Onward Towards Our Noble Deaths is the story of a group of Japanese soldiers in World War 2 who are stationed on the South Pacific island of New Britain in 1943. There’s no one character that’s the hero, just a bunch of poor saps who have malaria, malnutrition and get eaten by alligators. It’s bleak as hell.
The characters are drawn in this cartoony style while the backgrounds and animals are very detailed, which is an interesting effect. I feel it put me in their shoes as the rookies got slapped for no reason, or as they decided they needed to eat their fill before going on their suicide mission. This kind of manga is a bit different from what the kids these days are all about, but this was a really good comic.
The Complete Lockpick Pornography is two of Joey Comeau’s short novels (Lockpick Pornography and We All Got It Coming) put together in an attractive pink binding that belies all the violence inside.
The first story is about a guy who tries to overthrow hetero-normative society by stealing from straight people. We first meet him smashing a sex partner’s boyfriend’s TV and then stealing a new one to make up for it. He gets involved with a queer team who come up with a plan to break into elementary schools and leave books about gay grandfathers inside. And through all of this the narrator is calling a stranger in the suburbs and asking her questions to try and destabilize her life. Everyone is hurt and angry and trying to make the world better. There’s lots of sex and people trying to negotiate complicated relationships. It’s kind of like a lighter (and non-science-fictional) Samuel R. Delany story.

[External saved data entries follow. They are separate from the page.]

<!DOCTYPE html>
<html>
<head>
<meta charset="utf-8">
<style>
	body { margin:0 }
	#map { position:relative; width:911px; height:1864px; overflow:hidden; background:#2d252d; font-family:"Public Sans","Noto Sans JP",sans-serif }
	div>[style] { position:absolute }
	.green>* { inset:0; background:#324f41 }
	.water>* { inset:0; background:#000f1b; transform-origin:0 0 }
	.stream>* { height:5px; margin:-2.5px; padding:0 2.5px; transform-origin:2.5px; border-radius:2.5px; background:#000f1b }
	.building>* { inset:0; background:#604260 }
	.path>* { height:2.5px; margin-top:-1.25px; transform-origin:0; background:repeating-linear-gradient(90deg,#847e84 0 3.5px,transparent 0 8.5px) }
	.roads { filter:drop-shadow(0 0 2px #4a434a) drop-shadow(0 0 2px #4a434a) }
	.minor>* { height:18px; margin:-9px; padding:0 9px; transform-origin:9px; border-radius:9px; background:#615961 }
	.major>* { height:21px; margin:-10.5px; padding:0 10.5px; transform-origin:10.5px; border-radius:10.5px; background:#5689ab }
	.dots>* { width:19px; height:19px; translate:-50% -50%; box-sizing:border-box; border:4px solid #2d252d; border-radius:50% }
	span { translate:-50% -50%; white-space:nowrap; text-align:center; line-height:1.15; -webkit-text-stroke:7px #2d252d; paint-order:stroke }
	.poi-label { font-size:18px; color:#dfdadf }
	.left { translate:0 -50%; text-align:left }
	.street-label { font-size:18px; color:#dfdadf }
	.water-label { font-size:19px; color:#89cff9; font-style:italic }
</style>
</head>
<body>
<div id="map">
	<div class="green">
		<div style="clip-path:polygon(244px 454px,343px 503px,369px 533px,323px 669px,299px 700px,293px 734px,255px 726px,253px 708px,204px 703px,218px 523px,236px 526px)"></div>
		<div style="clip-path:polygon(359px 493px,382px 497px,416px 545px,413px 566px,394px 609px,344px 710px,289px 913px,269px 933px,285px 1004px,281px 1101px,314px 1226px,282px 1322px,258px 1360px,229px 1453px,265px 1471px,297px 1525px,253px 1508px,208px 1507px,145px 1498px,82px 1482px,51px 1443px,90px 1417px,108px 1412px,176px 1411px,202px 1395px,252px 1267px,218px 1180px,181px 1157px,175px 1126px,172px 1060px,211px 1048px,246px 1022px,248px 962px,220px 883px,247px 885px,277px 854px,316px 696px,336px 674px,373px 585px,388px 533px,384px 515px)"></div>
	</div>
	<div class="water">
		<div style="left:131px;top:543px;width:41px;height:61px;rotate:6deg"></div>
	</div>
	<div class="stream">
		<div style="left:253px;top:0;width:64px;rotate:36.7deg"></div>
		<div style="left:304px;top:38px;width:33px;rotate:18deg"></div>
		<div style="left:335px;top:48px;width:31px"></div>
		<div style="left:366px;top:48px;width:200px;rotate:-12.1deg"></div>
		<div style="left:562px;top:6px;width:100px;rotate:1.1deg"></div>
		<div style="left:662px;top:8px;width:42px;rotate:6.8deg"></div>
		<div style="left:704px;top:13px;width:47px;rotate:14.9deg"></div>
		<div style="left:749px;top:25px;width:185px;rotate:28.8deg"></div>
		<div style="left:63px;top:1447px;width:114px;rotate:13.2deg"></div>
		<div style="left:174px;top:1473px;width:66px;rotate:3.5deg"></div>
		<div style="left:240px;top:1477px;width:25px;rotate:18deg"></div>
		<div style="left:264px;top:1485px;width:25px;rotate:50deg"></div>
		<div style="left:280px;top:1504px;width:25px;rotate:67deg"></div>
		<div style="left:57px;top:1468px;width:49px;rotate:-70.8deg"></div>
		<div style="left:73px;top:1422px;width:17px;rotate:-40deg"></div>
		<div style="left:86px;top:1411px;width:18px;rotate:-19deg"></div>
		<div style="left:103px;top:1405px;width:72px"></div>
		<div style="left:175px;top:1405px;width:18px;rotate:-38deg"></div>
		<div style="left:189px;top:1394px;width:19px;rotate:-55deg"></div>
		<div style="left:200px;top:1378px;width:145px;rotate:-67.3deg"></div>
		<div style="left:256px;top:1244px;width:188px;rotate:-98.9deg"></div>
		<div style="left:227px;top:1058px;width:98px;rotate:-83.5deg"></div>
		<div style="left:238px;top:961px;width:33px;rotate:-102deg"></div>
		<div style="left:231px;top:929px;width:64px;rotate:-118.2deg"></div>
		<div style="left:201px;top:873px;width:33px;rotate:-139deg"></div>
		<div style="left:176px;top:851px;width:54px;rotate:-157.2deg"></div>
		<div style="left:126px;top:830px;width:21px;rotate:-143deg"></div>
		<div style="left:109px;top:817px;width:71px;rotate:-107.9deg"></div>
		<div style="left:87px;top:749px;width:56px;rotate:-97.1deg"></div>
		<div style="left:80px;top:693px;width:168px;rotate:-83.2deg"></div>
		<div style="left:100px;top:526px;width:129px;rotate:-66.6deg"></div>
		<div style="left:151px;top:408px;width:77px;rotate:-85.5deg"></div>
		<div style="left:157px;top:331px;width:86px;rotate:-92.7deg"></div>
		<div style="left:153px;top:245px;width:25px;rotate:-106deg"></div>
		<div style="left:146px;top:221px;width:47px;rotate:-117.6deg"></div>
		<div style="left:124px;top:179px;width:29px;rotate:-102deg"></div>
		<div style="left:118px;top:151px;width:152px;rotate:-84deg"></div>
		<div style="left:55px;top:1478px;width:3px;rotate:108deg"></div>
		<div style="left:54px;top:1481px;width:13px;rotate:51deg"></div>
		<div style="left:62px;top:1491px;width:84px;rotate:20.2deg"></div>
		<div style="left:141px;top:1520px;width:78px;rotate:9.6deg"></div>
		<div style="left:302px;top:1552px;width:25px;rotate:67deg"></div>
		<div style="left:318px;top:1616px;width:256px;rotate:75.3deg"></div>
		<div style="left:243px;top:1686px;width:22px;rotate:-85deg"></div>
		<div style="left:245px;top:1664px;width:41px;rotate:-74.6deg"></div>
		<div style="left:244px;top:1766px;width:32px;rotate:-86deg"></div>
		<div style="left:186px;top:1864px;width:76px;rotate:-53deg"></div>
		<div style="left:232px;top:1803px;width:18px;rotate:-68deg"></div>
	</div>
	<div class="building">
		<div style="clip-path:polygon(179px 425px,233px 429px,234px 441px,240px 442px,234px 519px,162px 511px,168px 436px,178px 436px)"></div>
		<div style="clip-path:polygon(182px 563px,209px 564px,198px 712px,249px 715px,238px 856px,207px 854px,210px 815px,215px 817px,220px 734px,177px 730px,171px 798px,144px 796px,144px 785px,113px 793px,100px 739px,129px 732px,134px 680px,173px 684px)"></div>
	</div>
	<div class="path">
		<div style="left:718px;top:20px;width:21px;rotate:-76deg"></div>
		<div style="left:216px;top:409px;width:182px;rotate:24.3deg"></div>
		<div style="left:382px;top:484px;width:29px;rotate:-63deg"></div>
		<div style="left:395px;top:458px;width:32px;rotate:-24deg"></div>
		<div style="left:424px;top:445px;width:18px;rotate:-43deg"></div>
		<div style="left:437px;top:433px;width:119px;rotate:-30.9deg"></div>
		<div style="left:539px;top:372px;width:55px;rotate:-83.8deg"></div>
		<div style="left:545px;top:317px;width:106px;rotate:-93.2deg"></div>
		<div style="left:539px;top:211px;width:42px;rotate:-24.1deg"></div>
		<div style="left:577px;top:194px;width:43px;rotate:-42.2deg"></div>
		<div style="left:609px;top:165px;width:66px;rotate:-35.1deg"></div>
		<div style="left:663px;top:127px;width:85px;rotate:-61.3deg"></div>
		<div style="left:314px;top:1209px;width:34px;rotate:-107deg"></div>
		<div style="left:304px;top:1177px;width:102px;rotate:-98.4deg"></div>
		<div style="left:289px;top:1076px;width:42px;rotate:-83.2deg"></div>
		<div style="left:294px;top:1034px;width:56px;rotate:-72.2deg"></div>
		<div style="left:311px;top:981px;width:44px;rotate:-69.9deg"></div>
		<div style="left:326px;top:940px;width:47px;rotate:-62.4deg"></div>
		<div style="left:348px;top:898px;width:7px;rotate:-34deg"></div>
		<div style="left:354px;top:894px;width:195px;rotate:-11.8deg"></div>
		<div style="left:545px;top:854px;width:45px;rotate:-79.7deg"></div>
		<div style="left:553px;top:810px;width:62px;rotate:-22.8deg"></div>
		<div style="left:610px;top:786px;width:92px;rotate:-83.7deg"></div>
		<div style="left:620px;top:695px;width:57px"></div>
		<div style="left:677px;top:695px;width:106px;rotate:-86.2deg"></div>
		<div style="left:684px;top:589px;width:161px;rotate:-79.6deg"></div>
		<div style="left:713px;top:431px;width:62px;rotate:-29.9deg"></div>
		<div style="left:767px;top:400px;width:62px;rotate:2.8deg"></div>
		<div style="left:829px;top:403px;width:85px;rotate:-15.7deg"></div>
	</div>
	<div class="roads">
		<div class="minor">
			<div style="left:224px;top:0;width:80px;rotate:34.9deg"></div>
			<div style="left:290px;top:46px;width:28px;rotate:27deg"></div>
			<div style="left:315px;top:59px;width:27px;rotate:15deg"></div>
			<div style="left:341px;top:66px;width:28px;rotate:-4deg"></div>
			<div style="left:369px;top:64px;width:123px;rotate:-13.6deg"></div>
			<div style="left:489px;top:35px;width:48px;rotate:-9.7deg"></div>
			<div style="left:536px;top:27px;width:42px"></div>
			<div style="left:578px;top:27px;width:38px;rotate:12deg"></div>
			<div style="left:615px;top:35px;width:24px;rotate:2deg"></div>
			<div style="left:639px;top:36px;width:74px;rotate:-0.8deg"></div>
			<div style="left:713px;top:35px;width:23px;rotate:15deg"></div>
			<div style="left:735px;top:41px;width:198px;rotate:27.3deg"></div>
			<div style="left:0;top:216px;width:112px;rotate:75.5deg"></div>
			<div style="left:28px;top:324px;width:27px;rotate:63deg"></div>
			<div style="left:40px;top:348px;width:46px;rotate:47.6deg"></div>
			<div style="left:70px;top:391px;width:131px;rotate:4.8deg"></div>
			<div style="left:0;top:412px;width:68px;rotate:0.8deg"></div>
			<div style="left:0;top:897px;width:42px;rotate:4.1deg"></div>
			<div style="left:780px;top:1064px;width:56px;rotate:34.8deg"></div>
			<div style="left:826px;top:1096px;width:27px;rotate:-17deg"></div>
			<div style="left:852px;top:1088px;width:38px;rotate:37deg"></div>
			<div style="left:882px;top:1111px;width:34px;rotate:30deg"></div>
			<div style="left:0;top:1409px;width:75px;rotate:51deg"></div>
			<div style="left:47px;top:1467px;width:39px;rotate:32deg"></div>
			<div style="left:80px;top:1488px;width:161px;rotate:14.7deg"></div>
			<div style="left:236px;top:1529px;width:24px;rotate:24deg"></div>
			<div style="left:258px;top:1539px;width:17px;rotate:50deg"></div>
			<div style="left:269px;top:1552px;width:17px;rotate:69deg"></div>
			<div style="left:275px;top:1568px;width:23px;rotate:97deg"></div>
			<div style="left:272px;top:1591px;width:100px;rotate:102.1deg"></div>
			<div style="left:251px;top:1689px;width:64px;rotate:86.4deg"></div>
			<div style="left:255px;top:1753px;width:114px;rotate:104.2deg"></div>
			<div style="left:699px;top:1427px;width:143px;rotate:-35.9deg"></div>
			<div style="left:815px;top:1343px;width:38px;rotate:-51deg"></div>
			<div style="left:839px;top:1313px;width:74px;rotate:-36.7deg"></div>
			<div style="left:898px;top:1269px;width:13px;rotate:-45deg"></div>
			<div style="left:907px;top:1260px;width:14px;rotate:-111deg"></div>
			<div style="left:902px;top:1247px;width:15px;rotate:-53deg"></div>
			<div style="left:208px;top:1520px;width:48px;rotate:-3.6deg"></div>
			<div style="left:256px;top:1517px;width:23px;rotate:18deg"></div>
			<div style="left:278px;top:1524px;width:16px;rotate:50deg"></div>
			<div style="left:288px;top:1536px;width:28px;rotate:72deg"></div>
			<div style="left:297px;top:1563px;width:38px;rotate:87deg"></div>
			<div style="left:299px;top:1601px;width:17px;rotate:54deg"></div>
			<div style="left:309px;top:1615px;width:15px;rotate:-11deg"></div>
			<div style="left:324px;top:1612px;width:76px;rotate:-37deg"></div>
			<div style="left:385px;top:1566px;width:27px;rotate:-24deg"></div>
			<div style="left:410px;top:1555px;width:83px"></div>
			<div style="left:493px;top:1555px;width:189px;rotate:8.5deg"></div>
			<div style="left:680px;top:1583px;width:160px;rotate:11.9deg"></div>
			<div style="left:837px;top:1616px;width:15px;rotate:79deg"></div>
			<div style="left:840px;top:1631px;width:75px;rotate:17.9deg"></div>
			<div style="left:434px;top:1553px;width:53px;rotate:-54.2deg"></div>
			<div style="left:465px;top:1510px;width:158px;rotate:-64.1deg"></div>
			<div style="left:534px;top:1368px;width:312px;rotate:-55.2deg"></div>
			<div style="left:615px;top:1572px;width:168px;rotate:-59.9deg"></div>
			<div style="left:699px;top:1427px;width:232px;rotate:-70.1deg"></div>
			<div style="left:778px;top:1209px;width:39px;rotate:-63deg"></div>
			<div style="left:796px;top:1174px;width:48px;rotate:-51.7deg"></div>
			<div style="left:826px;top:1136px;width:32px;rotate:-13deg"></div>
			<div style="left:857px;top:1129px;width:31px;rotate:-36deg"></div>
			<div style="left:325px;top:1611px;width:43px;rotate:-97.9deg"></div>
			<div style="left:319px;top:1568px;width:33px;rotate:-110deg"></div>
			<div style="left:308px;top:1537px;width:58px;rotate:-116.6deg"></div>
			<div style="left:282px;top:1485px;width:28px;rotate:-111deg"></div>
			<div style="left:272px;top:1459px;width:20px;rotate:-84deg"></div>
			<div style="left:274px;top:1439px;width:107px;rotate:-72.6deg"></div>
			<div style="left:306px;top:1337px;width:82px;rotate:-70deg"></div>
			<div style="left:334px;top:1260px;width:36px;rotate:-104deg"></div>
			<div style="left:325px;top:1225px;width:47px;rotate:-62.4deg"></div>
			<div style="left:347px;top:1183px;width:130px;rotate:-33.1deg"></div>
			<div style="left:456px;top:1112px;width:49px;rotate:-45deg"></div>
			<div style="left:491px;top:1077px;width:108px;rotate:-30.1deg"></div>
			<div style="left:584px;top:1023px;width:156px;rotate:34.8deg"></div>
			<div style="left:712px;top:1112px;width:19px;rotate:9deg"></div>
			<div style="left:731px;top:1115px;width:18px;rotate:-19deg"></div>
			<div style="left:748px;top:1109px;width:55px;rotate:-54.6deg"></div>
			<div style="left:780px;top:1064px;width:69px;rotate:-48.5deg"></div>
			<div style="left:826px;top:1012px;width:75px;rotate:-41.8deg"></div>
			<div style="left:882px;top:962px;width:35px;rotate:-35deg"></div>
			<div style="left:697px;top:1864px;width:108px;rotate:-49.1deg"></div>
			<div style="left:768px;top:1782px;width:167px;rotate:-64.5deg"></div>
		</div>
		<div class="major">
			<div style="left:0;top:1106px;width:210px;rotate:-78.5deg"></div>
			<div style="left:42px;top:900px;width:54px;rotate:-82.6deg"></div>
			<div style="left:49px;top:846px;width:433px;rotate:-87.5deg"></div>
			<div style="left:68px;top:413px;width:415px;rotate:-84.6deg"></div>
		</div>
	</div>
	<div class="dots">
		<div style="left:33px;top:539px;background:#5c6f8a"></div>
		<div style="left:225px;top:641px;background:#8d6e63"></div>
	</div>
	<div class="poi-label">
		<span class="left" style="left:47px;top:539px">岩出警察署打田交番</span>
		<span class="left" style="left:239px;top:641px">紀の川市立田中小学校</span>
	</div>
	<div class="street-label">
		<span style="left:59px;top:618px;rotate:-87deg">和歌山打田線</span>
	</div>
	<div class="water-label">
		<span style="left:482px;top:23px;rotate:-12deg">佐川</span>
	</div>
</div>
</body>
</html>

We All Got It Coming is a much gentler story about two guys in a relationship. The narrator gets pushed down the stairs at his shit job and he quits and tries to find something new to do with himself. He wants to raise hell and be awesome, but the world isn’t going to make it easy. This one is more about responding to violence and being weak and wanting to be otherwise.
They aren’t direct sequels, but I think reading the two stories right after each other works really well. The violence in We All Got It Coming is handled very differently from Lockpick Pornography – it’s much less of a way to blow off steam and maybe think about a little and more something that completely destabilizes a person. Putting the two together gives good perspective on the idea of violence being omnipresent and how control of that violence empowers and disempowers people.
Joey Comeau writes excellently spiky language to get caught in your brain. It’s a great book and I highly recommend it.
Gyakushu is a manga-style story written by Dan Hipp of revenge. In a cold kingdom there was a master thief who found a valley of paradise. He was followed there and his wife was raped and eaten by the emperor’s minions and he was fed to a whale. Now he’s a masked and bandaged man out for revenge.
It’s a decent fantasy story, and there are good interactions between the masked man and a 9-year-old kid who looks a lot like his son from the flashbacks. I didn’t really like the narrator old man figure who kept on talking about the story, but it wasn’t done horribly. The black & white art carries the action, and there are a number of good striking visuals (I really like the whale thing).
365 Samurai and a Few Bowls of Rice is a fat little book by J.P. Kalonji that took practically no time to read. That’s because each page is a single panel and probably 90% of them are wordless. You don’t need a lot of words when your story is about a swordsman wearing a beast’s hide who’s on a quest to kill 365 samurai so he can discover the meaning of life.
The book is full of people being startled at their sudden demise and leaping silhouettes and blood in the snow. It’s a beautiful story of moments in black and white, and by the end it has the feeling of a parable. A bleak, filled-with-death parable of enlightenment.
Sleepwalk and Other Stories is a collection of Adrian Tomine stories. Tomine writes and draws realistic fiction short stories, kind of old-fashioned like Raymond Carver. I really liked these stories. There was one about twin daughters going to a comic-con with their dad which I really liked. They were all quite restrained (even the story about a guy getting curb-stomped ends before the worst of the violence) and made you feel lonely. Very good stuff.
Jim Rugg and Brian Maruca’s comic Street Angel is about an eighth-grade homeless girl who is a badass ninja skateboarder. The stories are about her beating the hell out of people who underestimate her and saving the city from mad scientists and Aztec gods who’ve brought pirates forward through time. There’s an Irish astronaut who became fluent in Australian for ease of alien contact. There’s a one-armed no-legged skateboarder Jesse (the Street Angel) is friends with, but who won’t do the Fastball Special, no matter how much she wants to.
It’s all kind of insane and hella foul-mouthed and violent. There are some really great spreads of chaos, especially in the Afrodisiac story. I wouldn’t recommend it to every teen, but for the right reader, this’d make an excellent gateway to alternative comics. (Also, this is not a very accurate depiction of being a homeless orphan, just to be clear.)